Reductions in education spending won’t be easy this year or any year, however. It’s like a third rail.
For now, councilmembers seem mostly focused on the FY 2027 budget. They have created three separate lists — small, medium and large asks — that essentially prioritize programs they would restore if funds are available. Those lists were discussed during their breakfast meeting before this week’s legislative session. Based on those conversations, it appeared the top priority was restoring housing vouchers, followed by replenishing the pay equity fund and child care subsidy.

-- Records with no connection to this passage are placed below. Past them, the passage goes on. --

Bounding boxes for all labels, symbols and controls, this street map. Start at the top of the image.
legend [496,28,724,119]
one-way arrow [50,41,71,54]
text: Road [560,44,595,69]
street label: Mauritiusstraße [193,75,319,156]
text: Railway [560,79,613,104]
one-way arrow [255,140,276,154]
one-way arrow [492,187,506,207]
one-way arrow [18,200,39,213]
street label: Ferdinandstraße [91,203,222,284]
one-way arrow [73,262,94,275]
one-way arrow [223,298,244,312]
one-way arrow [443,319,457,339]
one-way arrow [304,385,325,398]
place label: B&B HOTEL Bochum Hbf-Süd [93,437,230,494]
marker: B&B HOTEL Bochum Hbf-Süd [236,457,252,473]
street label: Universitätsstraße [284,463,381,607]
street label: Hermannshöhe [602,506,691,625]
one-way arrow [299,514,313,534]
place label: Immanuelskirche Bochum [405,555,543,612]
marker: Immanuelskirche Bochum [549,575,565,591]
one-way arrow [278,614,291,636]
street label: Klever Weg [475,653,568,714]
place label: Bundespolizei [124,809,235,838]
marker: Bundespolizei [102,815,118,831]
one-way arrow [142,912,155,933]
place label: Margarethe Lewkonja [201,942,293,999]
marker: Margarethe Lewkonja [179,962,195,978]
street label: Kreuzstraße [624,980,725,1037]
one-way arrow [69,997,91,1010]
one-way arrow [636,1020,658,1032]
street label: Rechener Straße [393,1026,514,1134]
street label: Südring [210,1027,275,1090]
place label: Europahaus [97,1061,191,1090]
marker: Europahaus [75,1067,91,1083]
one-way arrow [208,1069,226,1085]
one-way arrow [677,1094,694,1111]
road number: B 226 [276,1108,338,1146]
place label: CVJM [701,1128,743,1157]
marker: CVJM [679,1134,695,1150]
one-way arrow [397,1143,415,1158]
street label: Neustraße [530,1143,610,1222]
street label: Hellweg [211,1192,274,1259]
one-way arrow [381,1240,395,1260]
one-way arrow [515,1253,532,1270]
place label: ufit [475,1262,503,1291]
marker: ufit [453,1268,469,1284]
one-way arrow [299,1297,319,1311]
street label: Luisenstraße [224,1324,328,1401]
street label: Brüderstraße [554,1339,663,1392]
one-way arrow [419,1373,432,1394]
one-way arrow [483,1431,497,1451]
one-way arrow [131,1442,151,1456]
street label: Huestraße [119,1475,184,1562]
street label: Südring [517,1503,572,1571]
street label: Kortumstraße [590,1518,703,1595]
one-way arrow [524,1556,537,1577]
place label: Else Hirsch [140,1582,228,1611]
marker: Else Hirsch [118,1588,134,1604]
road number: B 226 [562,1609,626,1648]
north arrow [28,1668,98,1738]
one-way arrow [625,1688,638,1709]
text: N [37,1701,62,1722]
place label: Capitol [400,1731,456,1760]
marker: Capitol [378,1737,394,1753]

The Access to Justice program, which funds legal services for low-income residents who face challenges such as the threat of eviction or loss of benefits, also came up a few times in the discussion — although DC officials at some point need to grapple with whether the city can afford to continue subsidizing service delivery by nonprofit organizations.
In her letter, Bowser urged Mendelson to use those additional funds the CFO agreed to release to help fund “union contracts, childcare services, universal paid medical leave, and the Housing Production Trust Fund.”
“This is a far better alternative to another round of tax and fee hikes on our residents and businesses,” she added.
When I asked Mendelson’s office and the council’s budget director for a copy of the various priority lists, his spokesperson, Lindsey Walton, told me via email that “the document you’re requesting is an internal deliberative document that [neither] the budget office nor the Chairman’s office is circulating publicly.”
That was just the latest episode in the chair’s yearlong campaign to make the DC government a cloaked operation, preventing residents from knowing in advance actions being taken by their government — a government that they finance with their hard-earned money, including covering salaries of elected officials like Mendelson.
The claim that a spreadsheet discussed during a meeting of the council accessible to the public via Zoom is a “deliberative document” is laughable.
The city’s economic conditions and its current and future budget woes are no laughing matter, however, and elected officials are obligated to present a clear and detailed report to the public on the issues at hand and their decision-making process. After all, the legislature — not the mayor, and not the CFO — is the only local appropriator, as Mendelson likes to boast.
It is more than that, however. It is also the overseer and the enforcer. The chair and each member should be held to account if the District actually goes over that fiscal cliff.